## [Records for the exercise]
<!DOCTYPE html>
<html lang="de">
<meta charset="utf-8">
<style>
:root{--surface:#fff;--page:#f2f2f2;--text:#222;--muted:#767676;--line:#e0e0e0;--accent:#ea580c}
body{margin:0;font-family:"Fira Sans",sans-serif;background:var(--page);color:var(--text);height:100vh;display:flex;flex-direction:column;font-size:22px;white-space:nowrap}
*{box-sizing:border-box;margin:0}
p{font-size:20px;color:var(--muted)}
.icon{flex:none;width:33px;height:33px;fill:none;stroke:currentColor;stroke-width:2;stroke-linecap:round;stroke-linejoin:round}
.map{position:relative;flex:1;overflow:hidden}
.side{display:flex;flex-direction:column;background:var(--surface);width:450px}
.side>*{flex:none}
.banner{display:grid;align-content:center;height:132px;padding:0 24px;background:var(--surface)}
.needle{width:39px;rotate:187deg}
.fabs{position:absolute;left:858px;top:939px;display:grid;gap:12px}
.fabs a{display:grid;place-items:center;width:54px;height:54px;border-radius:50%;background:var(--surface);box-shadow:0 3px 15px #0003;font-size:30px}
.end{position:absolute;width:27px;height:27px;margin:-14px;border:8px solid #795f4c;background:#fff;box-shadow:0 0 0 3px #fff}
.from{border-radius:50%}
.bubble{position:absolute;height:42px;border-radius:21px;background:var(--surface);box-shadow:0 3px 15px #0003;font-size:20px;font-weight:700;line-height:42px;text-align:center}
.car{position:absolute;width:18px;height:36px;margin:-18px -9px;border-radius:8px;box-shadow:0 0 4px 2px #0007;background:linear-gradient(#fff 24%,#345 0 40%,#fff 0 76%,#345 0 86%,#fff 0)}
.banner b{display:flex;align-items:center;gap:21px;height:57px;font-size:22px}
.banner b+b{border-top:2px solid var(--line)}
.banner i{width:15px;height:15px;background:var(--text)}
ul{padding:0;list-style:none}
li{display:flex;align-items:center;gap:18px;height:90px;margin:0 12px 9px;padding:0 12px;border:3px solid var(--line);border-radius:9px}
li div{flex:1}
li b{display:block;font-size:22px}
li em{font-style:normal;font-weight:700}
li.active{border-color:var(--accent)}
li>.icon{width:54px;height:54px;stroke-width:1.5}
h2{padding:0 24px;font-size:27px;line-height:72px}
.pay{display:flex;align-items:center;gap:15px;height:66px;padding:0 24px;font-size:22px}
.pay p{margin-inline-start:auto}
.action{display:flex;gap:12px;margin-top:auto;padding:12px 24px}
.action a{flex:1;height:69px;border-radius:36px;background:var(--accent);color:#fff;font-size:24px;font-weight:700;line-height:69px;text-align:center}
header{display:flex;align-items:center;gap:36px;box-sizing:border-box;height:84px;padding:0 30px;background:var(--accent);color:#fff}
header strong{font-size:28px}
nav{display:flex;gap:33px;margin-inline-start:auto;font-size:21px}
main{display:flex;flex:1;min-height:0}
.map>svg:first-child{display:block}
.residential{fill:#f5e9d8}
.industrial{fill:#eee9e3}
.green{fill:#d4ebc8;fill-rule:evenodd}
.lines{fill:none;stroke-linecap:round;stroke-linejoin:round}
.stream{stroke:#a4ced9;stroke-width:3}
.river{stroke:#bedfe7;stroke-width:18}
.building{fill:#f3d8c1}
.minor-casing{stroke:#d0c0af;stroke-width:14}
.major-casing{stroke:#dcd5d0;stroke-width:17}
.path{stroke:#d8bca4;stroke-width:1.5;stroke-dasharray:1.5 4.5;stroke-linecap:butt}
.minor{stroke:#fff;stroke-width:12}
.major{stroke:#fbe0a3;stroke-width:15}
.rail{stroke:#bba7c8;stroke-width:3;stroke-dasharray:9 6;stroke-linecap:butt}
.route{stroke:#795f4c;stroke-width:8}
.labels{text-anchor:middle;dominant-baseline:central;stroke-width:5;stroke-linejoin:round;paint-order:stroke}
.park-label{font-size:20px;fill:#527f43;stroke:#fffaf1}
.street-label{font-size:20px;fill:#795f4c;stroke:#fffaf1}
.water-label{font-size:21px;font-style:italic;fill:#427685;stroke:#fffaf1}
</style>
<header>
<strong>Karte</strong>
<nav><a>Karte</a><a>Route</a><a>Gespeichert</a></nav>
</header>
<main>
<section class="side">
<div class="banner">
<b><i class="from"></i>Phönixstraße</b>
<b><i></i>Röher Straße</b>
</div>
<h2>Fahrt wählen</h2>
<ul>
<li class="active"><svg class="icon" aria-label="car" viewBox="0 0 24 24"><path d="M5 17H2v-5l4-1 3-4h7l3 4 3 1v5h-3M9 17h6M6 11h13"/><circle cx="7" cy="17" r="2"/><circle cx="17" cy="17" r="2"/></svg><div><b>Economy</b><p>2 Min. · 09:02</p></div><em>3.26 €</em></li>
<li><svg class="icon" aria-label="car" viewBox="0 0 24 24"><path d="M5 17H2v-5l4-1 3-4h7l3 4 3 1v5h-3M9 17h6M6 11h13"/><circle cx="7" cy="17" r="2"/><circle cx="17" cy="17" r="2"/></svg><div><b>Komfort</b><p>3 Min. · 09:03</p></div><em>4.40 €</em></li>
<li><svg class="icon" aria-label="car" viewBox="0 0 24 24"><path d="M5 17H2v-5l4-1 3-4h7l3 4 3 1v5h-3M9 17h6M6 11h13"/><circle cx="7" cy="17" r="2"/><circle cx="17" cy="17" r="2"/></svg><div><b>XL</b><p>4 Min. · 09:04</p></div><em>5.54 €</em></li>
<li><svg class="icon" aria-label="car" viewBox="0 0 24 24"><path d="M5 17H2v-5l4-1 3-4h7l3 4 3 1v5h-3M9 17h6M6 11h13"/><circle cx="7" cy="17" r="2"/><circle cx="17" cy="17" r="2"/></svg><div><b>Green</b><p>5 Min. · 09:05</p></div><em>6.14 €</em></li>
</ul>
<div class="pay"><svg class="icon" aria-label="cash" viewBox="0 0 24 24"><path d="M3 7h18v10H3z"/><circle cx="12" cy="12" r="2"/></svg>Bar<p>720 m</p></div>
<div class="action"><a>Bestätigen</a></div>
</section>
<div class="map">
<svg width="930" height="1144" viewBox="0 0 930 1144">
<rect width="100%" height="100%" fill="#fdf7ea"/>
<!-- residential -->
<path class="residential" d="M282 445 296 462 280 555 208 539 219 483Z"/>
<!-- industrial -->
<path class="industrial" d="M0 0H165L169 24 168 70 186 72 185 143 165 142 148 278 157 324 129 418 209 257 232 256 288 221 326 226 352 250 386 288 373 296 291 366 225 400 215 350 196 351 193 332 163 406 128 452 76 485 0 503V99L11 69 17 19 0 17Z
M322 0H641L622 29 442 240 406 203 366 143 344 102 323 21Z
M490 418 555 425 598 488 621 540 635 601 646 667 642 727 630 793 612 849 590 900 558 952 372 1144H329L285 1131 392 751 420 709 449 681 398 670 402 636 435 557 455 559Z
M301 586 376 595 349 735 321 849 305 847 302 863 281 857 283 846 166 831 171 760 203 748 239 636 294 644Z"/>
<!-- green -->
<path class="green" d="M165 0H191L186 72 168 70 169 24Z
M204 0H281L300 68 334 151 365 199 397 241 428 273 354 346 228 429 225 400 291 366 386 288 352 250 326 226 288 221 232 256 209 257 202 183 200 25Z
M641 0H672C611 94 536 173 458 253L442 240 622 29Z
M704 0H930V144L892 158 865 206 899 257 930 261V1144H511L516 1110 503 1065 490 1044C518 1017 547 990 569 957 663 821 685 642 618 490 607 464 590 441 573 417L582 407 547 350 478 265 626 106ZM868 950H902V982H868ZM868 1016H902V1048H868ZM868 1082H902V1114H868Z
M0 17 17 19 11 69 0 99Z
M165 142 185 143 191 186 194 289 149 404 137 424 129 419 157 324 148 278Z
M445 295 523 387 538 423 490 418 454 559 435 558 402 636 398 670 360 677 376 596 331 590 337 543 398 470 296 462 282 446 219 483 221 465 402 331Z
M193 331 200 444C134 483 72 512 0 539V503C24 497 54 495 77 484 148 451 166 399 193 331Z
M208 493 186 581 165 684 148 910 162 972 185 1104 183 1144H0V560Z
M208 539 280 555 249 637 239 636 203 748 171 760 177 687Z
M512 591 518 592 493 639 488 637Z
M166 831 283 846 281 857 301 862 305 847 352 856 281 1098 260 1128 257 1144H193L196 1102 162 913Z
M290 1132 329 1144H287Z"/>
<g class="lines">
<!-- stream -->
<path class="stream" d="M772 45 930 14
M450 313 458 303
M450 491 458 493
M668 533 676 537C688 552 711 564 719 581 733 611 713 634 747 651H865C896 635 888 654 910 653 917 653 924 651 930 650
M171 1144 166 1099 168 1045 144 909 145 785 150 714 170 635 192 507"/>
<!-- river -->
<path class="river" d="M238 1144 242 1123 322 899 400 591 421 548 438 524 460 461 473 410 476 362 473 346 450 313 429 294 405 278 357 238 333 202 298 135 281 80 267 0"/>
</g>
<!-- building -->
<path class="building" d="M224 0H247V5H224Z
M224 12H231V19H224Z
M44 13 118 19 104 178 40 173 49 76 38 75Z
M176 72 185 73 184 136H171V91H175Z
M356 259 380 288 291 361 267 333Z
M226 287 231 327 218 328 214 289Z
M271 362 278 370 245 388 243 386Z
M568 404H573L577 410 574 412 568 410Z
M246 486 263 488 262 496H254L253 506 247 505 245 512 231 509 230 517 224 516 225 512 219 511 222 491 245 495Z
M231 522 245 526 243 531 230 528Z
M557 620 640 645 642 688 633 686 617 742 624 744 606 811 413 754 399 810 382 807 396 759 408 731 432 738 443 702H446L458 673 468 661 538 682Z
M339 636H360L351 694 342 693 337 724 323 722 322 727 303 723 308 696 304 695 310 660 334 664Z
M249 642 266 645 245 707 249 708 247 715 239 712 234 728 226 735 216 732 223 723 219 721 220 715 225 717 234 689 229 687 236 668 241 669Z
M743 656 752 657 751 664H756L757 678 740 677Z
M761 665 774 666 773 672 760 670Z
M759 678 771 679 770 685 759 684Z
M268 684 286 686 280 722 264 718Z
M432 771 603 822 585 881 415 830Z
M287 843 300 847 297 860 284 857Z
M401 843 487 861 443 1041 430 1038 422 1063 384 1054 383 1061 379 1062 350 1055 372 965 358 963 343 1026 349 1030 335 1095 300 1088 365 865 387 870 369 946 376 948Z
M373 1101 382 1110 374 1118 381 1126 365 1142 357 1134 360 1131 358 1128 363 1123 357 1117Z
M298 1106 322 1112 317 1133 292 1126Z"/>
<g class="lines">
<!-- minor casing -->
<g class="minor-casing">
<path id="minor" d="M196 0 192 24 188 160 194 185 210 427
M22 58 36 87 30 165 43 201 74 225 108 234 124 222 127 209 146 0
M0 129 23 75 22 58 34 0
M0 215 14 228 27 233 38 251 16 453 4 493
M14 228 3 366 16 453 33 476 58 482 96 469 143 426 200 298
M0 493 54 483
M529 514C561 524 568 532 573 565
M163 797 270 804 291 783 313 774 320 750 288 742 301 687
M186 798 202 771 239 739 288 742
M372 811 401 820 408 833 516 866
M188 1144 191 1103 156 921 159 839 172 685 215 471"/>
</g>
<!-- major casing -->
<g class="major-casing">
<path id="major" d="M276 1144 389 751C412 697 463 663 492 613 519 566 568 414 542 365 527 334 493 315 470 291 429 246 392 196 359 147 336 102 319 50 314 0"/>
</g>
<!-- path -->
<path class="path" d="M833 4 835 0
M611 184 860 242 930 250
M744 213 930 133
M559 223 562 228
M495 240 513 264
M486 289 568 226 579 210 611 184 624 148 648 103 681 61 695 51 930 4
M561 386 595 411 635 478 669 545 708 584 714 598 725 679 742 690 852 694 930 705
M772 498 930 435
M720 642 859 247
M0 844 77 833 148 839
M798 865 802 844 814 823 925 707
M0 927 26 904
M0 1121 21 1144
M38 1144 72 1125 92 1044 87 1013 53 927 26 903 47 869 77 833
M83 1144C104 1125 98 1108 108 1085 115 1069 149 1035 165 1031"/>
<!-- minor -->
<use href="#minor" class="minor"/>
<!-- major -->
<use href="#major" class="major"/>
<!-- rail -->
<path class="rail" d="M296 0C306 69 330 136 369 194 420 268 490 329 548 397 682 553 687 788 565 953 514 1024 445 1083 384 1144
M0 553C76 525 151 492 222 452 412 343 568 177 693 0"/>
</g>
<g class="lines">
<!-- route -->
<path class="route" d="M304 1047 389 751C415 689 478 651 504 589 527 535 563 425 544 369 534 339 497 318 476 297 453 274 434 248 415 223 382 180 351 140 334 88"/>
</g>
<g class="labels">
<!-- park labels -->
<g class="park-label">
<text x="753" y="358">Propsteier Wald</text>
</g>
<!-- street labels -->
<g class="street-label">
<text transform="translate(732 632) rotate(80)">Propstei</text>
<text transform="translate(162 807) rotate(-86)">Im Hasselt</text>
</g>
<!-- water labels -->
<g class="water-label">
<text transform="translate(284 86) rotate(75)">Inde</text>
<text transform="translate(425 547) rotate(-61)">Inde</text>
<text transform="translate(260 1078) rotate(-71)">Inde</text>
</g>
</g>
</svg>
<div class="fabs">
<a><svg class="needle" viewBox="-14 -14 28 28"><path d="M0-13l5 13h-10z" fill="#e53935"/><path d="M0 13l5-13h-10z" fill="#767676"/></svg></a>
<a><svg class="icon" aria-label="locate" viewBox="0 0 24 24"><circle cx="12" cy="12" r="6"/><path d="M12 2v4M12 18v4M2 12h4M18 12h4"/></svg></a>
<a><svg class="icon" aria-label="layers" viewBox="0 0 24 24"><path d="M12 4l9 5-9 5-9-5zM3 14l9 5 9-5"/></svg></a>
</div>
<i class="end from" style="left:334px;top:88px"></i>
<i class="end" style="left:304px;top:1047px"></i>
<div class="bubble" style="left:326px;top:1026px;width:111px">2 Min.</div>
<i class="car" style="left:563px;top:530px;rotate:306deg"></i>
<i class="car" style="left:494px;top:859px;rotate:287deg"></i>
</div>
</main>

...

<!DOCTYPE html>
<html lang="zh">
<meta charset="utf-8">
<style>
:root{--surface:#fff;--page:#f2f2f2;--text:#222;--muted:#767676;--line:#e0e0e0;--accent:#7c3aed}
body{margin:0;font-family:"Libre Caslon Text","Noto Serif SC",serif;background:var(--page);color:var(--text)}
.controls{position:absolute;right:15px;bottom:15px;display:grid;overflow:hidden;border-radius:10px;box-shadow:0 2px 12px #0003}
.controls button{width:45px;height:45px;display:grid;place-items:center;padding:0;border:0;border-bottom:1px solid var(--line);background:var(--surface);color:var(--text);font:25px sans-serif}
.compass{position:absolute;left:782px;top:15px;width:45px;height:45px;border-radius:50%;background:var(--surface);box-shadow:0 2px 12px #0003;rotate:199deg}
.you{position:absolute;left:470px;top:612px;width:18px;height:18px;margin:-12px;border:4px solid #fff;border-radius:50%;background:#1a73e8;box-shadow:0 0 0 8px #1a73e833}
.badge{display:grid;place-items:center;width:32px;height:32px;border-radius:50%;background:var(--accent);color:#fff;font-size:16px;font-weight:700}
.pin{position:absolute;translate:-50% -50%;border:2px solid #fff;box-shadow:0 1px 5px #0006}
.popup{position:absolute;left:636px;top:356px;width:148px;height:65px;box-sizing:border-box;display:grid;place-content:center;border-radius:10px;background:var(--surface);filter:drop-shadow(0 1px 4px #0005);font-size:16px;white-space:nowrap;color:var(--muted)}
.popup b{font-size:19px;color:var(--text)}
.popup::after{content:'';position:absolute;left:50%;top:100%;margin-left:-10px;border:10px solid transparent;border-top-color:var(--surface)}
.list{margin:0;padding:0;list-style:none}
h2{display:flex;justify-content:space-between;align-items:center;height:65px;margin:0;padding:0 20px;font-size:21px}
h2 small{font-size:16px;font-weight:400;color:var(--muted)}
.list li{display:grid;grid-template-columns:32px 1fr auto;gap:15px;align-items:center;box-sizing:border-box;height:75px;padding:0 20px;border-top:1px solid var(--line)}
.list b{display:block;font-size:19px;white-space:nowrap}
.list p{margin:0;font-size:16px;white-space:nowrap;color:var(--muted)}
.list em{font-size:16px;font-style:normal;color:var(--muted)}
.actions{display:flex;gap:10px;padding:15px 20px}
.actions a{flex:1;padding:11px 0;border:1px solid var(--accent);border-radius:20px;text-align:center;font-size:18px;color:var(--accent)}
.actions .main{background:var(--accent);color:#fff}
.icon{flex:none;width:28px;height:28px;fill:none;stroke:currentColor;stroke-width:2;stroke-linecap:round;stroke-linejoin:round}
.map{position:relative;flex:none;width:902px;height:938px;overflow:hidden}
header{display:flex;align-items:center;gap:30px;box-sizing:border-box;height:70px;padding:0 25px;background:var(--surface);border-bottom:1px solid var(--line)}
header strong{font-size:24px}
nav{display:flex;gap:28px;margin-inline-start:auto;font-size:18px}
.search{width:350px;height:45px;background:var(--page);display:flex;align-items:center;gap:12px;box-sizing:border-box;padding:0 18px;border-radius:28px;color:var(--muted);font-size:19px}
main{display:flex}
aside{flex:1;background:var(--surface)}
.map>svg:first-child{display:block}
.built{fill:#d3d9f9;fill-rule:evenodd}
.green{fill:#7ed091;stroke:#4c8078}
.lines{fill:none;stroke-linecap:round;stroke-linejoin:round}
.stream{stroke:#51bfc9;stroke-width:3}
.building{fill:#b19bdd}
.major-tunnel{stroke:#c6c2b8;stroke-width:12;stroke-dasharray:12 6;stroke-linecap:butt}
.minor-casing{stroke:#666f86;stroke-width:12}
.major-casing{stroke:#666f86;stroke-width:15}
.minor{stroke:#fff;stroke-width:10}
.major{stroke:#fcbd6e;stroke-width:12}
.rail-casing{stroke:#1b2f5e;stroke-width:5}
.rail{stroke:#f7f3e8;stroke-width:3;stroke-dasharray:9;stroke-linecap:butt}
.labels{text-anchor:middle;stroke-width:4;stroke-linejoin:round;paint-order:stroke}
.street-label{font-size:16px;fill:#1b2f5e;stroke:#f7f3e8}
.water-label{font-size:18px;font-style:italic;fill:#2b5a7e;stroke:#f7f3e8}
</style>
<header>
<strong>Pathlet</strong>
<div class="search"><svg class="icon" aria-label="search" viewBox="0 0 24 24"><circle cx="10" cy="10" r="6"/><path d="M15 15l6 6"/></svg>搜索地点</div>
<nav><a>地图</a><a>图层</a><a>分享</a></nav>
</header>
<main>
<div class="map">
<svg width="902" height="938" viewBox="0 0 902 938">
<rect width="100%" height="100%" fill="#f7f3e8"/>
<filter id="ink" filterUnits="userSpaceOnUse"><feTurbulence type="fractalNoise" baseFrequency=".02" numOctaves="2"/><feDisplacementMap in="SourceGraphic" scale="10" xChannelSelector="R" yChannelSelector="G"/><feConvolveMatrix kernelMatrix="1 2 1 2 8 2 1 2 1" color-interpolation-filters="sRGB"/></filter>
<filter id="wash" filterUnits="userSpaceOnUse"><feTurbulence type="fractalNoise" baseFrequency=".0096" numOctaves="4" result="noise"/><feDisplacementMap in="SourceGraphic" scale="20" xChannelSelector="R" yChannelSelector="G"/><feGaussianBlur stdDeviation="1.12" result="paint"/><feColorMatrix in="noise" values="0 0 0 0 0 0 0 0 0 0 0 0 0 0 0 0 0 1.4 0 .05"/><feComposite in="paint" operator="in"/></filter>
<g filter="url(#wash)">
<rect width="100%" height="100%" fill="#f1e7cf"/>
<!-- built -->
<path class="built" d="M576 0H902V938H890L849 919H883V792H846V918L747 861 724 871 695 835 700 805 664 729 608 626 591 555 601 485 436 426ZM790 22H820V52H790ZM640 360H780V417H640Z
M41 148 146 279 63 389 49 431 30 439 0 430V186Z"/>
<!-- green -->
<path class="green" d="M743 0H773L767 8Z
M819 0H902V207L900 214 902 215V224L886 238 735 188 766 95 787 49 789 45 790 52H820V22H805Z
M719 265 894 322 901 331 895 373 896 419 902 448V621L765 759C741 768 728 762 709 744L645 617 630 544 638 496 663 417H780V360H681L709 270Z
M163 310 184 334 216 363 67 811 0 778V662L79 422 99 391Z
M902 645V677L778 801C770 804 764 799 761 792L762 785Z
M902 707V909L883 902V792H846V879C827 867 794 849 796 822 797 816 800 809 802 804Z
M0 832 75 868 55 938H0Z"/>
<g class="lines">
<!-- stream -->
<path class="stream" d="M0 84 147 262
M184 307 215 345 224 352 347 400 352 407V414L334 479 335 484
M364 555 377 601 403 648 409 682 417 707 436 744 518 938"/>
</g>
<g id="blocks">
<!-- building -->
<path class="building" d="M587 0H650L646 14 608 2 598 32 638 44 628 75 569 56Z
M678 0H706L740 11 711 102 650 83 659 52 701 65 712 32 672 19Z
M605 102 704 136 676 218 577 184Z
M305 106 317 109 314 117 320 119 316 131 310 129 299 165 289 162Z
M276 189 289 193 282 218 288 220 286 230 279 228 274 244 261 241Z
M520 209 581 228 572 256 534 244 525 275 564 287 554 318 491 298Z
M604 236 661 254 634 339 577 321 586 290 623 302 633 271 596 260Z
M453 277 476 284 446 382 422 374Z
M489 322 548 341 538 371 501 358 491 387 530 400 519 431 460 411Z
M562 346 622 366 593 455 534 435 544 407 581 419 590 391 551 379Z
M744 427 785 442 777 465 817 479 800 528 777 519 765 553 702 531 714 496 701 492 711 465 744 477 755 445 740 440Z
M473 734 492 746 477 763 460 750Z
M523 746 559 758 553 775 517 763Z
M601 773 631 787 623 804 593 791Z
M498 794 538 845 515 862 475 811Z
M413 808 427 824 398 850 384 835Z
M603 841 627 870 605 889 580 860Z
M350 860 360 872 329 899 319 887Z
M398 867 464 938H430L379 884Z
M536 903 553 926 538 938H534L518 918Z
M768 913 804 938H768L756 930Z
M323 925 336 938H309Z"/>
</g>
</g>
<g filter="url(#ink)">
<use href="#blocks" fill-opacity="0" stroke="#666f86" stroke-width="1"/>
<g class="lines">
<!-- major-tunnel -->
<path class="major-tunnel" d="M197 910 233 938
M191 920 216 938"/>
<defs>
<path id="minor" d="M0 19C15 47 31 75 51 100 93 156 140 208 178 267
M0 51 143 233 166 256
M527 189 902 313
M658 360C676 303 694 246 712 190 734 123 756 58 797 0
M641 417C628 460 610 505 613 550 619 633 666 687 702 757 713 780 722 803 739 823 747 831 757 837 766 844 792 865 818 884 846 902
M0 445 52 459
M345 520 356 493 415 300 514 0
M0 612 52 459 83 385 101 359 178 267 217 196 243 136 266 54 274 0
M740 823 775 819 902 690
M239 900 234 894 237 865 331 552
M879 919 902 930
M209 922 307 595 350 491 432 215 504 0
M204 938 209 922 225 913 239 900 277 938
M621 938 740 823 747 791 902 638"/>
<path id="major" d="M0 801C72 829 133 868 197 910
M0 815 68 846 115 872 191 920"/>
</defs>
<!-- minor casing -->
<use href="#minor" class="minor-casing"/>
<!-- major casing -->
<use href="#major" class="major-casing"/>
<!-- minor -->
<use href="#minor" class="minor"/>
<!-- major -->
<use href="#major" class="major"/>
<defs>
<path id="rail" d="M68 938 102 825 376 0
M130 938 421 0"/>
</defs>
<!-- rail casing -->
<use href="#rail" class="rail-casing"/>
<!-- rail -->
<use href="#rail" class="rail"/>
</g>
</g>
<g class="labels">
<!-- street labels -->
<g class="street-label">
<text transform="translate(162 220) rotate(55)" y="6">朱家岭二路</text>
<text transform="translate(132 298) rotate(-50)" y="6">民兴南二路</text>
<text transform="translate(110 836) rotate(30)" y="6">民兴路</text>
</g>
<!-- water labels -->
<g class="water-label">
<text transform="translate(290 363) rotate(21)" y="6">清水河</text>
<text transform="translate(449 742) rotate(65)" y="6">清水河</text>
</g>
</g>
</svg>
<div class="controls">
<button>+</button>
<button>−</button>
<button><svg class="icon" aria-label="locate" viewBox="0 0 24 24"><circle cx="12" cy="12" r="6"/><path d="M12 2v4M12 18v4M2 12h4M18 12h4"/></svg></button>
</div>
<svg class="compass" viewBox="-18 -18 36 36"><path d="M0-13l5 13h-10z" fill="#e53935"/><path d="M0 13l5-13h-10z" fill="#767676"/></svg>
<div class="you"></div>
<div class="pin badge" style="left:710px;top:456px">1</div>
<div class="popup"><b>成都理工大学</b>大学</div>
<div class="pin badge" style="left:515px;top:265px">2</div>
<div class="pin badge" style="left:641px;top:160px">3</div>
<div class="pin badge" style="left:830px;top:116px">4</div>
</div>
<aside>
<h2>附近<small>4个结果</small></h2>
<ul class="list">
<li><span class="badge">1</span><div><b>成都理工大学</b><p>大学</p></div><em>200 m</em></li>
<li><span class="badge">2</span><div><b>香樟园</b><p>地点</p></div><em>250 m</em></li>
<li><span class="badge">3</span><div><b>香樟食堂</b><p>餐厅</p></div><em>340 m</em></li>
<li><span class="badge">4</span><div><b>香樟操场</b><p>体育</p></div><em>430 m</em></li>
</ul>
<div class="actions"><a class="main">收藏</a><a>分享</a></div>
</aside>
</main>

## [Task requirements]
In the records above, how many lines contain the string "direction"? Only that number should be written.

## [Answer to the exercise]
2